Ils avaient tout prévu pour passer l’hiver au chaud. Un stock de bois soigneusement constitué, rangé, laissé de côté pendant des mois. Et pourtant, quand le froid est arrivé… la déception aussi. Leur bois n’a presque rien chauffé. Pourquoi ? Une erreur de stockage que beaucoup commettent sans s’en rendre compte. Et qui peut ruiner des mois de préparation.
Le piège du bois humide : une flamme qui chauffe mal
Le bois de chauffage doit être sec pour brûler correctement. Sinon, l’énergie de la flamme sert d’abord à évaporer l’eau… pas à chauffer votre pièce. Résultat ? La chaleur produite chute, la fumée augmente et le rendement s’effondre.

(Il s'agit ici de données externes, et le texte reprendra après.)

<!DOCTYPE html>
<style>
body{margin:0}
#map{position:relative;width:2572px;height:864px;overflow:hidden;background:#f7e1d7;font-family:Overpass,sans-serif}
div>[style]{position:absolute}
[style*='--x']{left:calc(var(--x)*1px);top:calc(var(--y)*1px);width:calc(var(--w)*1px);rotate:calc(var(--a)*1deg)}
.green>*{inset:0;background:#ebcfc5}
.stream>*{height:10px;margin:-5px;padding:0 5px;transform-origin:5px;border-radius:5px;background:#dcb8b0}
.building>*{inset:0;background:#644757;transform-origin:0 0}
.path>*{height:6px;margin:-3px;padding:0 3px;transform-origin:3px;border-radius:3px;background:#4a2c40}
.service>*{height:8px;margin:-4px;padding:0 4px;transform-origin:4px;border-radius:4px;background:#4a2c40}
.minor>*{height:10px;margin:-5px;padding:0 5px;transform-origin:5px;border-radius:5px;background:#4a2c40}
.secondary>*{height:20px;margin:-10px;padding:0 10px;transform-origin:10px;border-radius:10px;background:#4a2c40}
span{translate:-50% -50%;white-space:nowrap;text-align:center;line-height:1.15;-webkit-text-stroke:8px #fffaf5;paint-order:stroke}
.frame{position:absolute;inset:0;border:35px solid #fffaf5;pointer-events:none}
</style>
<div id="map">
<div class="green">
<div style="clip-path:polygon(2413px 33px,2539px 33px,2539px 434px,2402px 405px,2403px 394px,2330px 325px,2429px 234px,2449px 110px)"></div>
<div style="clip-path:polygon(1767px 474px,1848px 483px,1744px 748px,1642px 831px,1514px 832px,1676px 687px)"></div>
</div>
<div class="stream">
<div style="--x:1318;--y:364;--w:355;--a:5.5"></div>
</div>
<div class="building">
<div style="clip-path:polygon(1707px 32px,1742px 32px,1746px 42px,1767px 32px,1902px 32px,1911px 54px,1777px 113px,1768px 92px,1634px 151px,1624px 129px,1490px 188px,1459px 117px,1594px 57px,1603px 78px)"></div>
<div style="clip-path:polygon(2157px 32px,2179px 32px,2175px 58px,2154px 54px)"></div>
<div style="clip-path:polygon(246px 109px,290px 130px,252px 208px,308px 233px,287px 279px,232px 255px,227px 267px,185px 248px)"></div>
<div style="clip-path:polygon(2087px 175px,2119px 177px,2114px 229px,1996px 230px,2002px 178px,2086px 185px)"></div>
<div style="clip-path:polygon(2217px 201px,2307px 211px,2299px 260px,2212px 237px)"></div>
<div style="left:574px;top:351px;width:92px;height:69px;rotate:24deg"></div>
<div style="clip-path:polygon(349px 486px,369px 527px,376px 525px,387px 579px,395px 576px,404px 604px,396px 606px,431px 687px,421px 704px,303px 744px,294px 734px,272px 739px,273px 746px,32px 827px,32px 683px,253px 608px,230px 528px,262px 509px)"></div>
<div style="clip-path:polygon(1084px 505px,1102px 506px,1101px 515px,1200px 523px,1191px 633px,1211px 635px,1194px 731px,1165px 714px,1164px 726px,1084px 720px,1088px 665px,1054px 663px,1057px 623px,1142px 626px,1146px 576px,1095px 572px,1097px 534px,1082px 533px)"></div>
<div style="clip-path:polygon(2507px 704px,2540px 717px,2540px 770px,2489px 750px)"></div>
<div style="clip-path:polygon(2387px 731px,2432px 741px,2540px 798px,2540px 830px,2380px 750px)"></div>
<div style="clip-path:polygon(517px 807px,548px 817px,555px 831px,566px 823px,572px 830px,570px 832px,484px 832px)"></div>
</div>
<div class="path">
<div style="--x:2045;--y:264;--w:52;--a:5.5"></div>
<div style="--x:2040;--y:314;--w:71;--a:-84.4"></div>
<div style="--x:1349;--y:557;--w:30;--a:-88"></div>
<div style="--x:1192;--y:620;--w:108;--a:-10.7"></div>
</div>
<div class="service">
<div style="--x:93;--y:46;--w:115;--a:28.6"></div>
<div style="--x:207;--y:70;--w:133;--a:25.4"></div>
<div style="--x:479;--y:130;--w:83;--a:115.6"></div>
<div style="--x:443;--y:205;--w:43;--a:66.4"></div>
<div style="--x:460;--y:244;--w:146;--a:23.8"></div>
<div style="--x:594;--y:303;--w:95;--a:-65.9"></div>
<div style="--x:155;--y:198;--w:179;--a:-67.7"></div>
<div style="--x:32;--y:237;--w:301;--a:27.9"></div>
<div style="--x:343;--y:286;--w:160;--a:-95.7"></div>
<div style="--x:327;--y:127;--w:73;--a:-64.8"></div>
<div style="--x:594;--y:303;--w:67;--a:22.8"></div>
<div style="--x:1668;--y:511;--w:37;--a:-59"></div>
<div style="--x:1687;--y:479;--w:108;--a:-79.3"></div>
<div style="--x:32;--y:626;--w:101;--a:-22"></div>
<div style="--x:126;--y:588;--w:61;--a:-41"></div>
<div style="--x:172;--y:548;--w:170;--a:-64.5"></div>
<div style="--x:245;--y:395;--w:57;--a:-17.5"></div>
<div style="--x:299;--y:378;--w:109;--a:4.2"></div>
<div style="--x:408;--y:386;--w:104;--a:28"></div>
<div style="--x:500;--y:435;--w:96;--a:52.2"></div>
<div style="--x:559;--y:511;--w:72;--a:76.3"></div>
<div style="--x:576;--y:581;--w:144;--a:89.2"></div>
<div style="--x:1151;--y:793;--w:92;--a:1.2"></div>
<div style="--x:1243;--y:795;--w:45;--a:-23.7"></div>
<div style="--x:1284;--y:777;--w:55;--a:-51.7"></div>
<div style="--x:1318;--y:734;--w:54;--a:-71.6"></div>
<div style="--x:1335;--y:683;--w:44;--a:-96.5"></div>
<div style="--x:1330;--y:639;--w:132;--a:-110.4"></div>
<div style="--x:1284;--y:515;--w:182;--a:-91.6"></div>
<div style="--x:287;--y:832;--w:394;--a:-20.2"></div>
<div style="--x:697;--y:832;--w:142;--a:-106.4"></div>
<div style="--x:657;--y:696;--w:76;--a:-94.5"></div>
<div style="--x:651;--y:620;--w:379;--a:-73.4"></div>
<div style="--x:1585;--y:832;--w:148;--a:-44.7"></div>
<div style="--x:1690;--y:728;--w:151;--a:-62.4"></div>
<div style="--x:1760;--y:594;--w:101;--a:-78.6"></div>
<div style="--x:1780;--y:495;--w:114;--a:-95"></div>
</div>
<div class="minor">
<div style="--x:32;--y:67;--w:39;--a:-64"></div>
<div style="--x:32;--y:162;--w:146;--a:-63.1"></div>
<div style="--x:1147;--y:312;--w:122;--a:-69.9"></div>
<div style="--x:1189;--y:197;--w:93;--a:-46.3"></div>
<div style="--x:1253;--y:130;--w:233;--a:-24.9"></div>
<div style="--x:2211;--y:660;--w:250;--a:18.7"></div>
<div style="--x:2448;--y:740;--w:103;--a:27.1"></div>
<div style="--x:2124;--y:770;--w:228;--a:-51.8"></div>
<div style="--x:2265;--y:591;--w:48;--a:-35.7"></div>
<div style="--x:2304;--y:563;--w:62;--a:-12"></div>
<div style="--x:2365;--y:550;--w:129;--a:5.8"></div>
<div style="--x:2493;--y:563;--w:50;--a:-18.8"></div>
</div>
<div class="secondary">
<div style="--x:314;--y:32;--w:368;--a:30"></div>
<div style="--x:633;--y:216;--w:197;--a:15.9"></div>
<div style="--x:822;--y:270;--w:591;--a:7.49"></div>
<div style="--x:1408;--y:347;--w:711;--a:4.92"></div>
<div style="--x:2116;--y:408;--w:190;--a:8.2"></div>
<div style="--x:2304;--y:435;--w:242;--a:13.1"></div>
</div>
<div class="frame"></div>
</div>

La règle d’or est simple : visez un taux d’humidité inférieur à 20 %. En dessous de ce seuil, la combustion est vive, propre et durable. Au-dessus ? Attendez-vous à une fumée abondante, des dépôts de suie, et même un risque accru de feu de cheminée.
Un bois humide se reconnaît facilement :
- Il dégage une odeur forte et désagréable
- Il colle au toucher
- Il noircit anormalement
Même bien empilé, un bois mal séché reste un piège coûteux. Surtout lorsqu’il a été stocké à même le sol, bâché jusqu’en bas, ou trop serré sans aération.
Quatre gestes simples pour vérifier l’état de votre bois
Avant de charger votre poêle ou votre cheminée, voici comment savoir si vos bûches sont prêtes :
- Le son : tapez deux bûches l’une contre l’autre. Un bois bien sec donne un son clair et sec. S’il est sourd, c’est qu’il a encore de l’eau.
- La couleur : un bois sec est terne, gris. Un bois humide reste foncé, presque luisant.
- Le poids : une bûche sèche est plus légère, son écorce se détache, elle présente des fentes visibles. Un bois humide pèse plus, reste froid au toucher, et l’écorce colle.
- L’hygromètre : pour être sûr, utilisez cet outil. Piquez au cœur d’un bois fraîchement fendu, loin de l’écorce. En dessous de 20 %, c’est parfait.
Ces gestes simples peuvent éviter bien des frustrations… et préserver votre confort tout l’hiver.
Sécher correctement : les règles essentielles du stockage
Un bon séchage commence par un bon emplacement. Le lieu doit être :
- Sec et bien aéré
- À l’abri des pluies dominantes
- Surtout, jamais en contact direct avec le sol
Utilisez des palettes ou tout autre support pour surélever le tas. Cela évite que l’humidité ne remonte et permet une circulation d’air par dessous. Placez votre bois dans un coin ensoleillé et venteux : c’est idéal pour accélérer le séchage, même après une averse.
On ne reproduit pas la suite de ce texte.